This frantic activity on DC states has a terrible impact on the
performance of the overall chip with huge latencies observed in
the interrupt handlers and elsewhere. Simple tests like
igt/gem_latency -n 0 are slowed down by a factor of eight.
Work around it by grabbing a modeset display power domain whilst
there is any GT activity. This seems to be effective in making
the DMC keep its paws off the chip.
On the other hand this may have a negative impact on the overall
power budget of the chip and so could still affect performance.
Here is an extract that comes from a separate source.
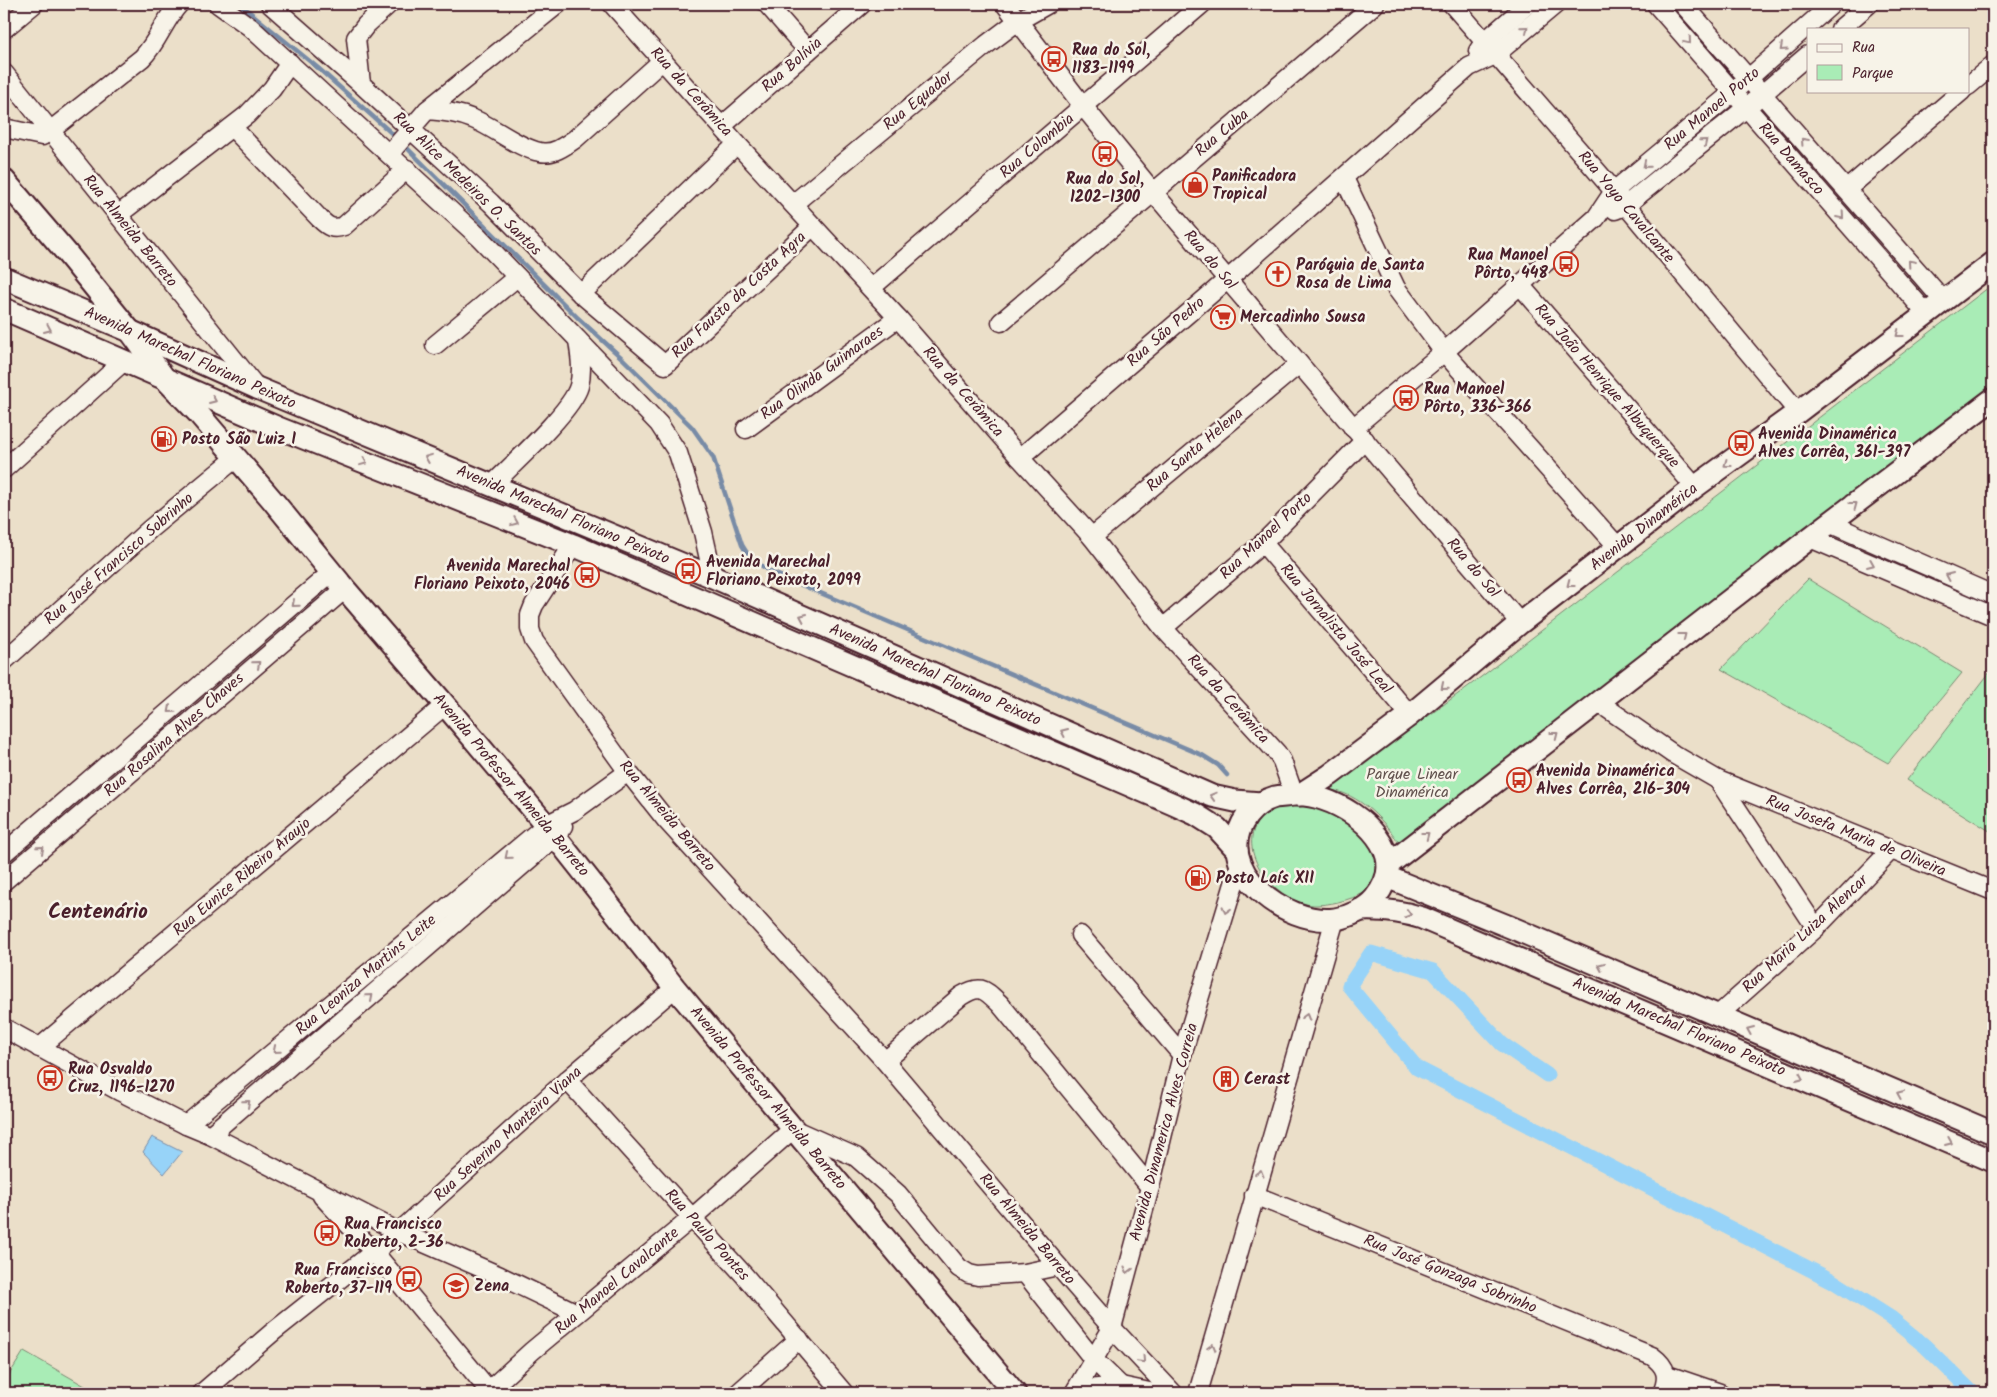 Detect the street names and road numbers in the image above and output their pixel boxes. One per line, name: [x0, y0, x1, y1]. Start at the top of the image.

This version limits the workaround got SKL GT3 and GT4 parts but
this is just due the absence of testing on other platforms. It
is possible we will have to apply it wider.
v2:
* Add commit text as comment in i915_gem_mark_busy. (Chris Wilson)
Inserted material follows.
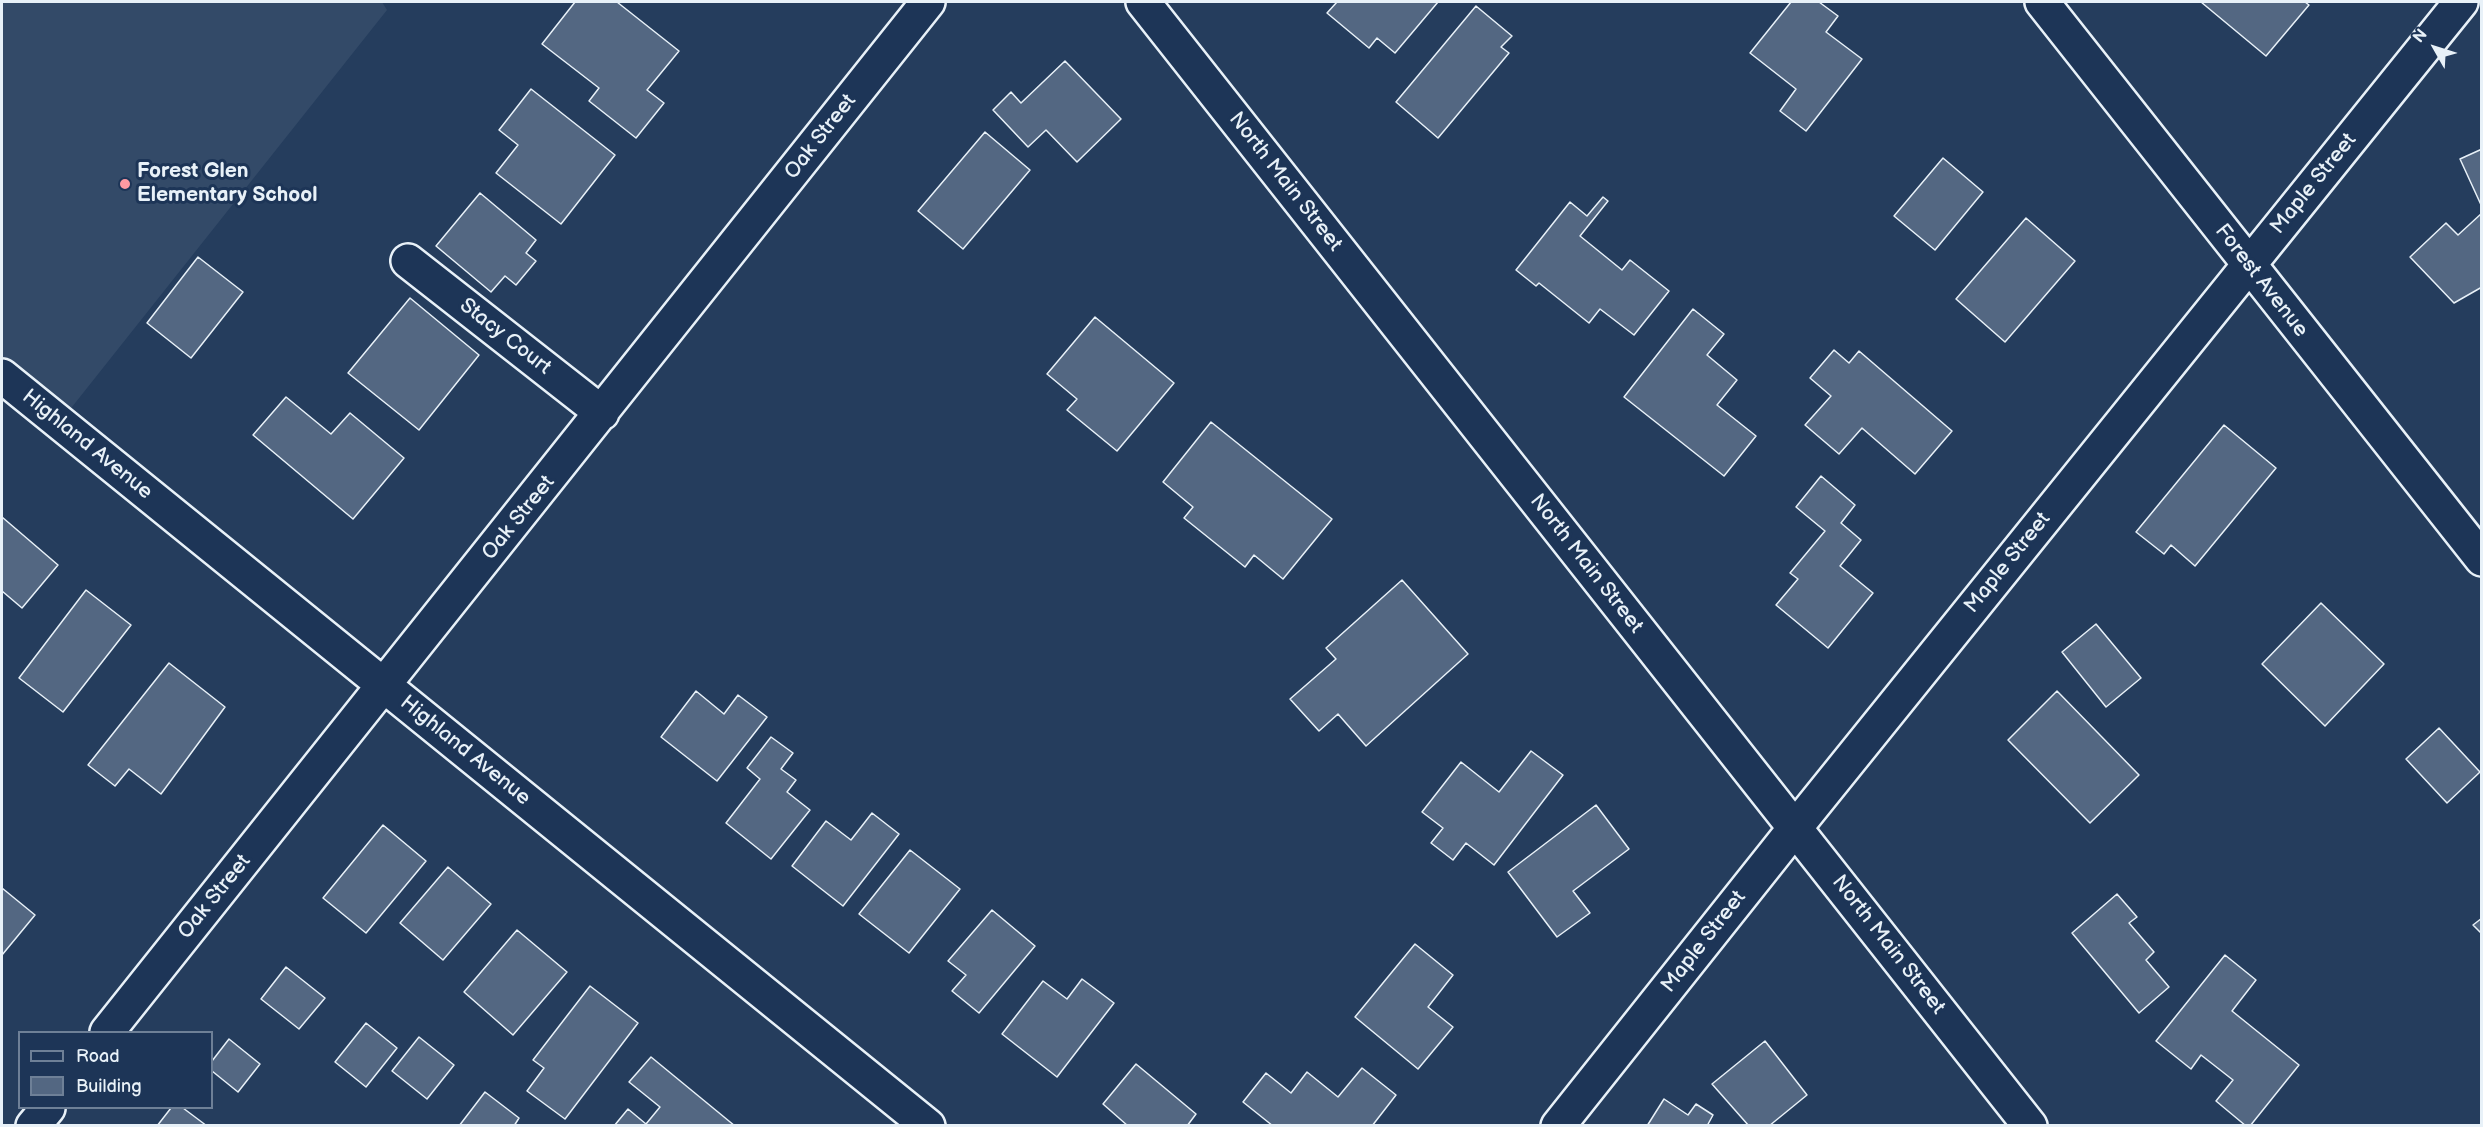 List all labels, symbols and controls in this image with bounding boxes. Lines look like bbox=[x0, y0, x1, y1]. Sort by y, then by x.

* Protect macro body with braces. (Jani Nikula)
Signed-off-by: Tvrtko Ursulin <tvrtko.ursulin@intel.com>
Bugzilla: https://bugs.freedesktop.org/show_bug.cgi?id=100572
Testcase: igt/gem_exec_nop/headless
Cc: Imre Deak <imre.deak@intel.com>
Acked-by: Chris Wilson <chris@chris-wilson.co.uk>
---
drivers/gpu/drm/i915/i915_drv.h | 5 +++++
drivers/gpu/drm/i915/i915_gem.c | 4 ++++
drivers/gpu/drm/i915/i915_gem_request.c | 17 +++++++++++++++++
3 files changed, 26 insertions(+)
diff --git a/drivers/gpu/drm/i915/i915_drv.h b/drivers/gpu/drm/i915/i915_drv.h
index 320c16df1c9c..509b398d054d 100644
--- a/drivers/gpu/drm/i915/i915_drv.h
+++ b/drivers/gpu/drm/i915/i915_drv.h
@@ -2990,6 +2990,11 @@ intel_info(const struct drm_i915_private *dev_priv)
#define HAS_DECOUPLED_MMIO(dev_priv) (INTEL_INFO(dev_priv)->has_decoupled_mmio)
+#define NEEDS_CSR_GT_PERF_WA(dev_priv) \
+ (HAS_CSR(dev_priv) && \
+ (IS_SKL_GT3(dev_priv) || IS_SKL_GT4(dev_priv)) && \
+ (dev_priv)->csr.dmc_payload)
+
#include "i915_trace.h"
static inline bool intel_scanout_needs_vtd_wa(struct drm_i915_private *dev_priv)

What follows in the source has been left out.